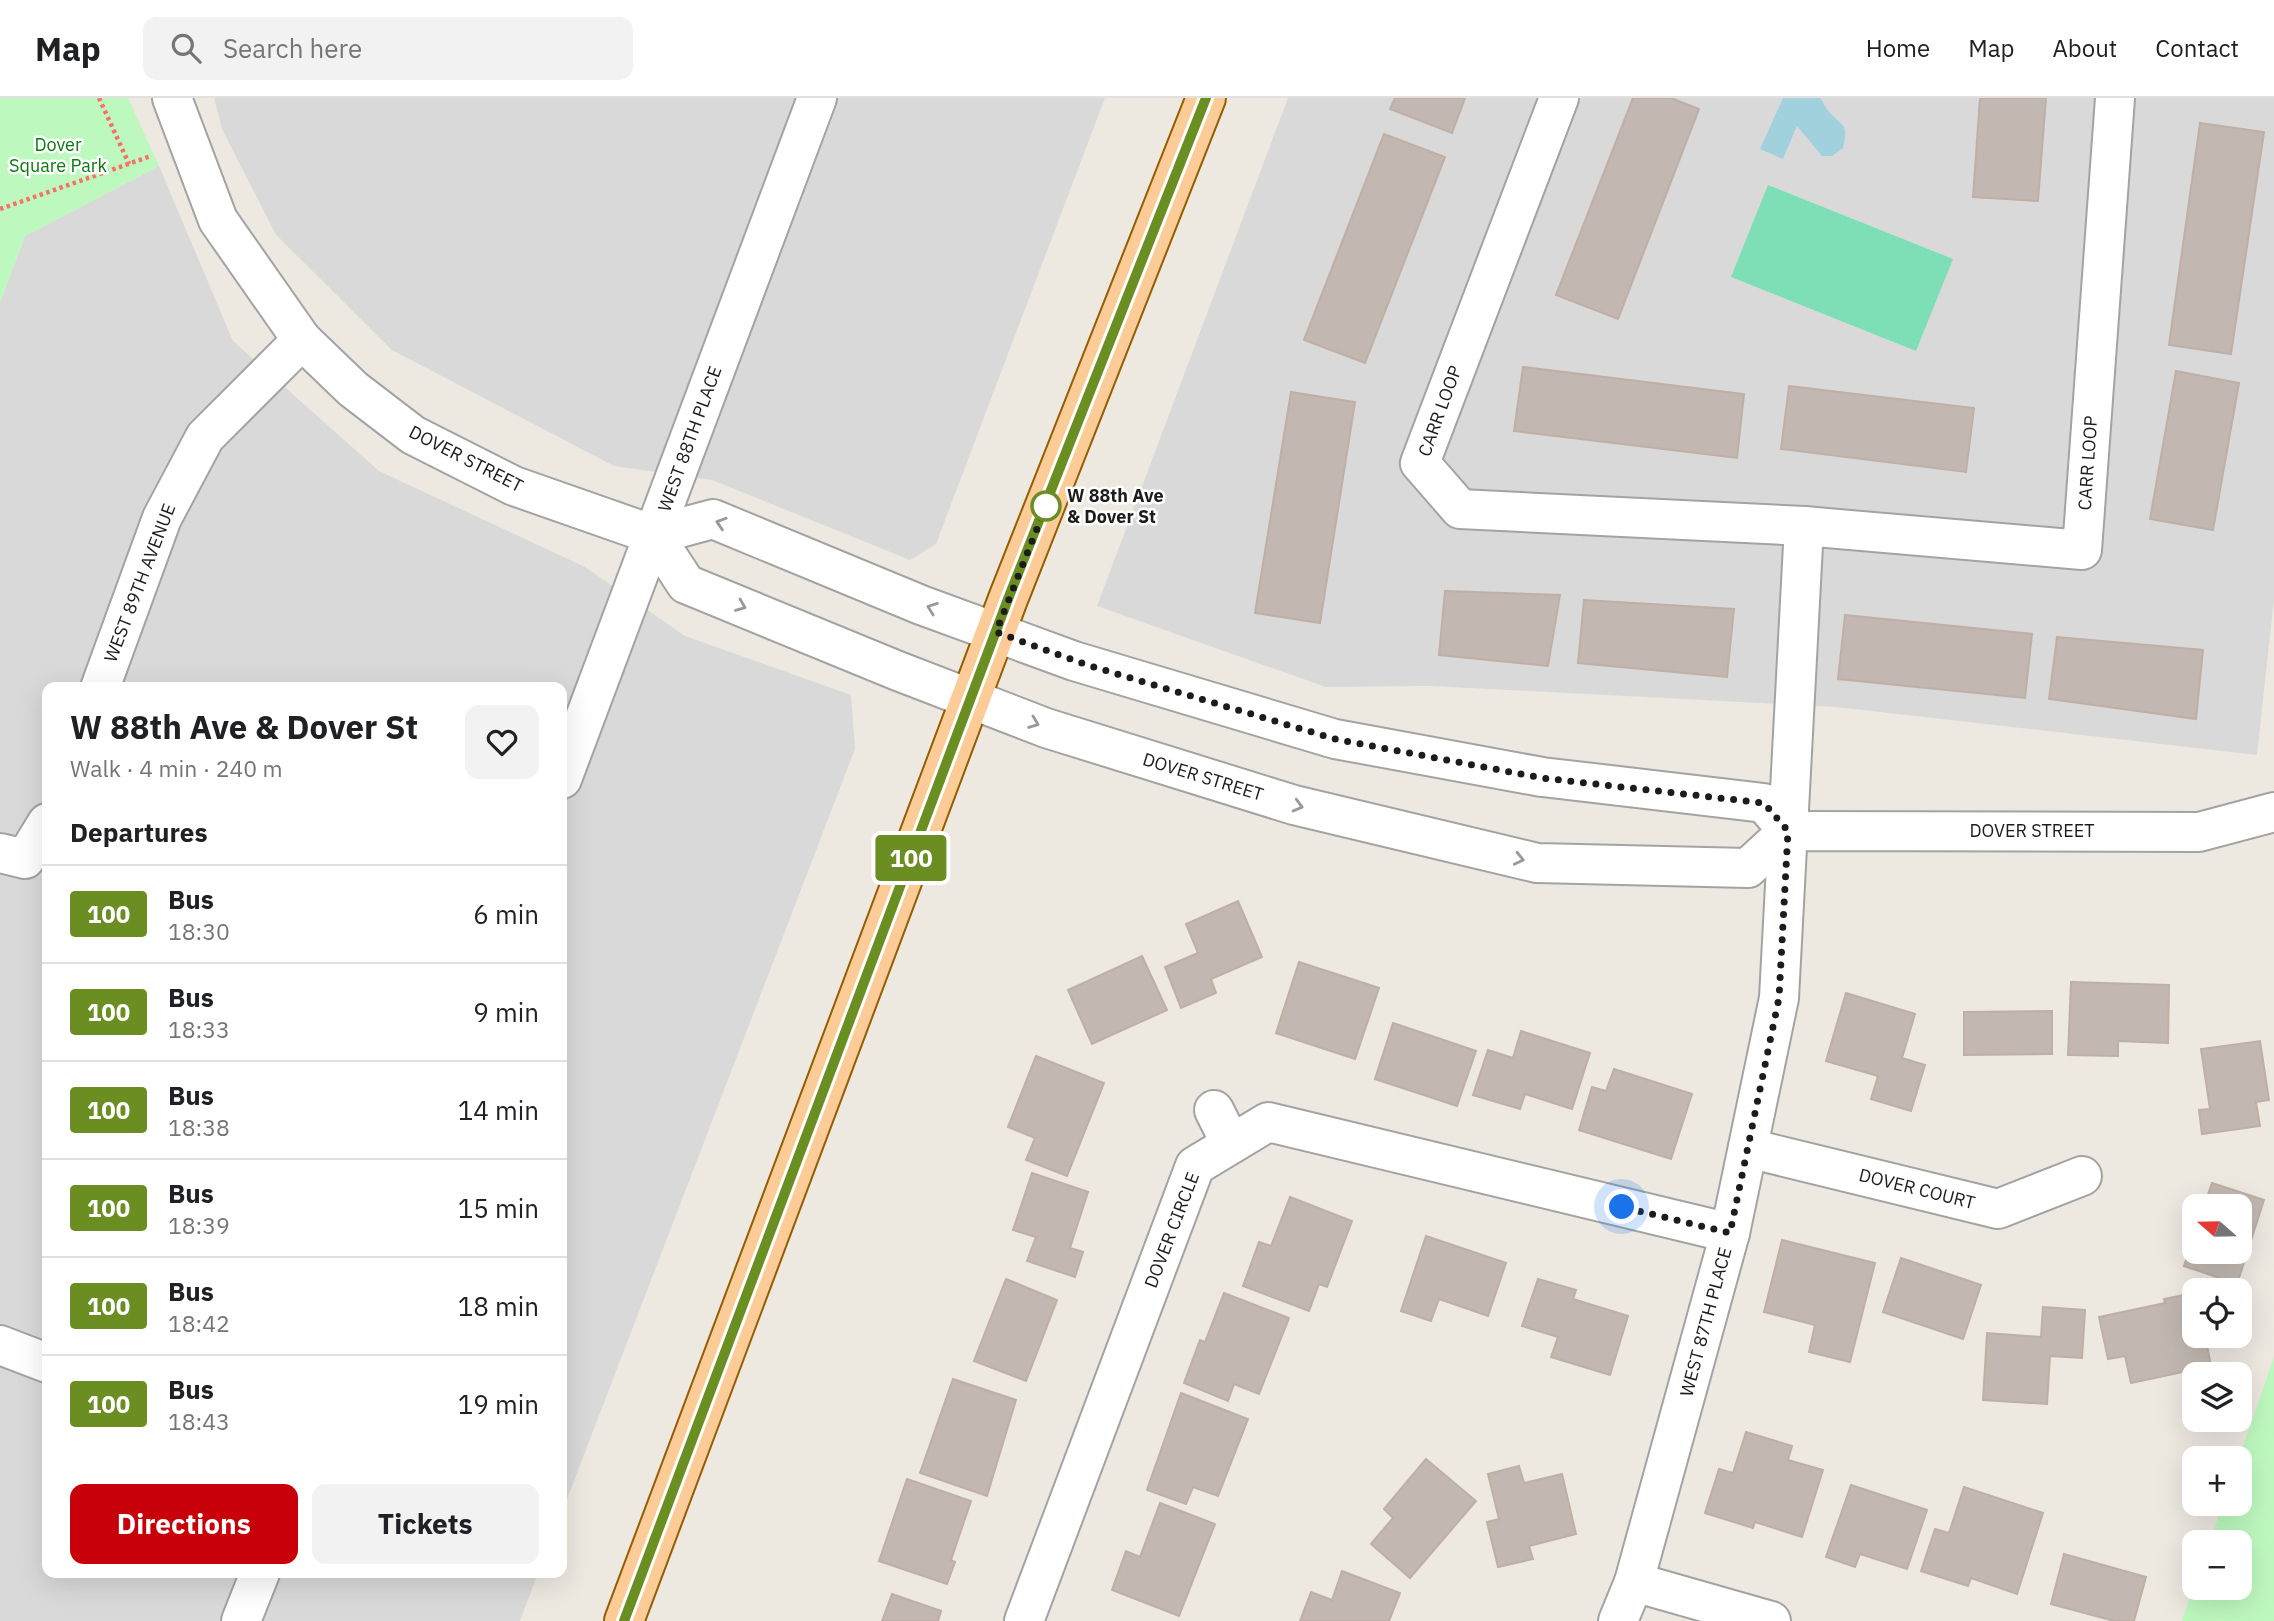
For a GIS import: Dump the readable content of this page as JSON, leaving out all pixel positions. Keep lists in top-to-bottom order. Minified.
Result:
{"streets":{"street":["CARR LOOP","WEST 88TH PLACE","DOVER STREET","WEST 89TH AVENUE","DOVER COURT","DOVER CIRCLE","WEST 87TH PLACE"]},"crossings":[["WEST 88TH PLACE","DOVER STREET"],["DOVER STREET","WEST 89TH AVENUE"],["DOVER STREET","WEST 87TH PLACE"],["DOVER COURT","WEST 87TH PLACE"],["DOVER CIRCLE","WEST 87TH PLACE"]],"parks":["Dover Square Park"],"places":["W 88th Ave & Dover St"],"lines":["bus line 100"],"north":"left","page":{"header":"Map","search":"Search here","nav":["Home","Map","About","Contact"],"on_map":"100","heading":[["W 88th Ave & Dover St","Walk · 4 min · 240 m"],"Departures"],"list":[{"mark":"100","name":"Bus","note":"18:30","value":"6 min"},{"mark":"100","name":"Bus","note":"18:33","value":"9 min"},{"mark":"100","name":"Bus","note":"18:38","value":"14 min"},{"mark":"100","name":"Bus","note":"18:39","value":"15 min"},{"mark":"100","name":"Bus","note":"18:42","value":"18 min"},{"mark":"100","name":"Bus","note":"18:43","value":"19 min"}],"map_buttons":["+","−"],"buttons":["Directions","Tickets"]}}
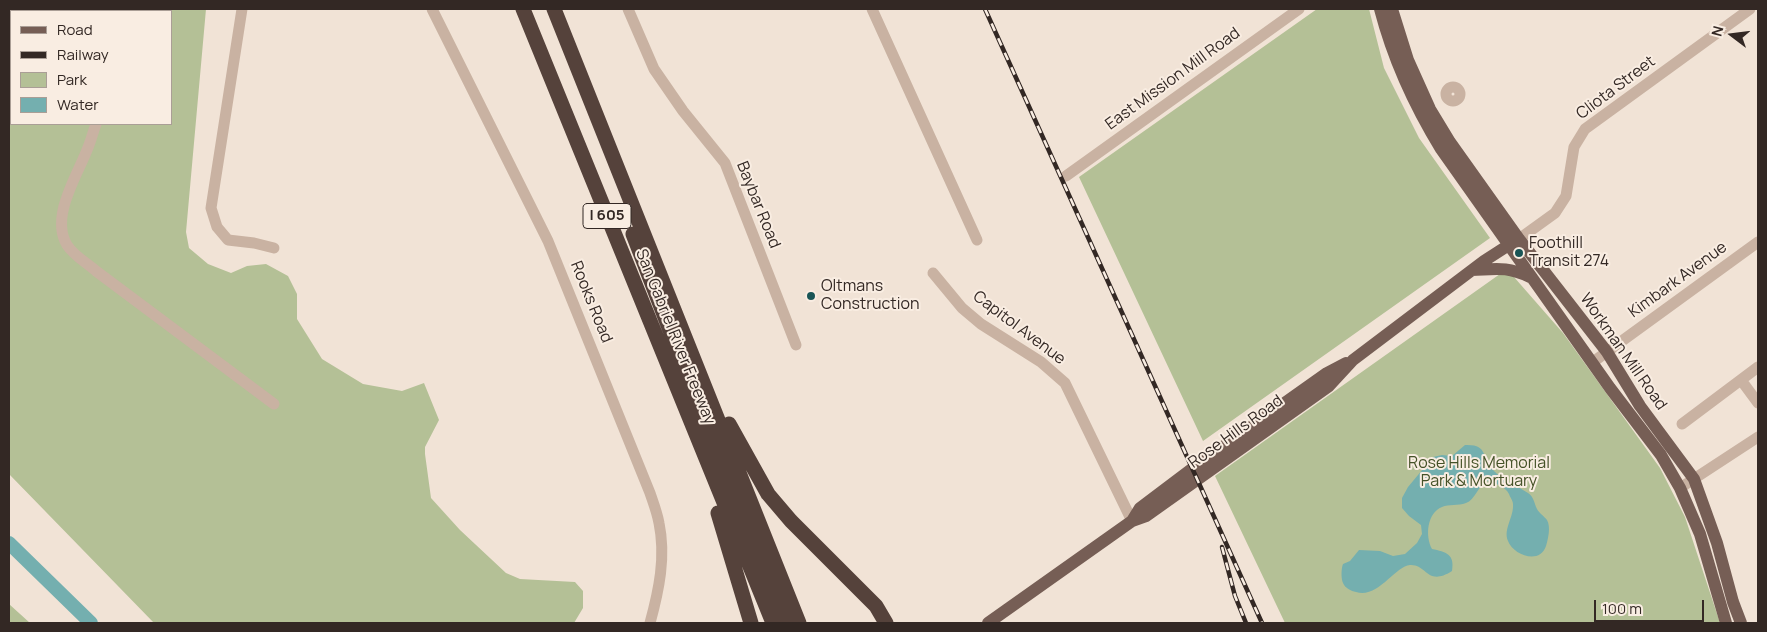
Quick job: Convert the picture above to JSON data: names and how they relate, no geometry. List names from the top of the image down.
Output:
{
  "streets": {
    "highway": ["I 605", "San Gabriel River Freeway"],
    "main road": ["Workman Mill Road", "Rose Hills Road"],
    "street": [
      "East Mission Mill Road",
      "Cliota Street",
      "Baybar Road",
      "Kimbark Avenue",
      "Rooks Road",
      "Capitol Avenue"
    ]
  },
  "crossings": [
    ["Cliota Street", "Workman Mill Road"],
    ["Cliota Street", "Rose Hills Road"],
    ["Kimbark Avenue", "Workman Mill Road"],
    ["Capitol Avenue", "Rose Hills Road"],
    ["Workman Mill Road", "Rose Hills Road"]
  ],
  "parks": ["Rose Hills Memorial Park & Mortuary"],
  "places": ["Foothill Transit 274", "Oltmans Construction"],
  "legend": [
    "Road",
    "Railway",
    "Park",
    "Water"
  ],
  "scale_bar": "100 m",
  "north": "left"
}
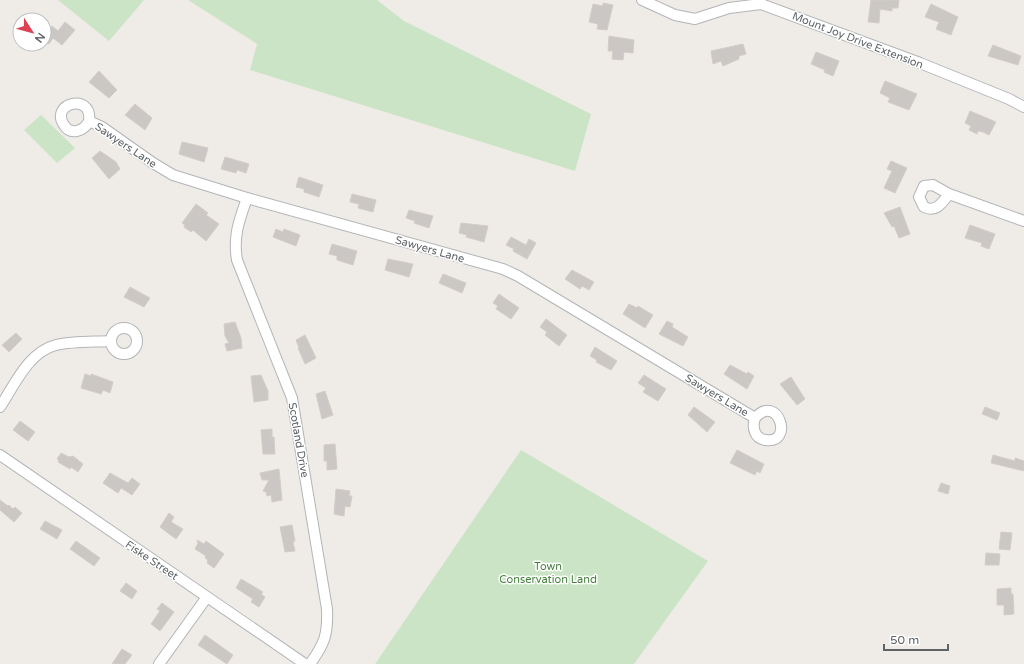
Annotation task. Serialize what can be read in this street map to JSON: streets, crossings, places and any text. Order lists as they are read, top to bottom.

Exercise description:
Tally each line above that includes "lists". Reply with the total only.

Solution for this problem:
2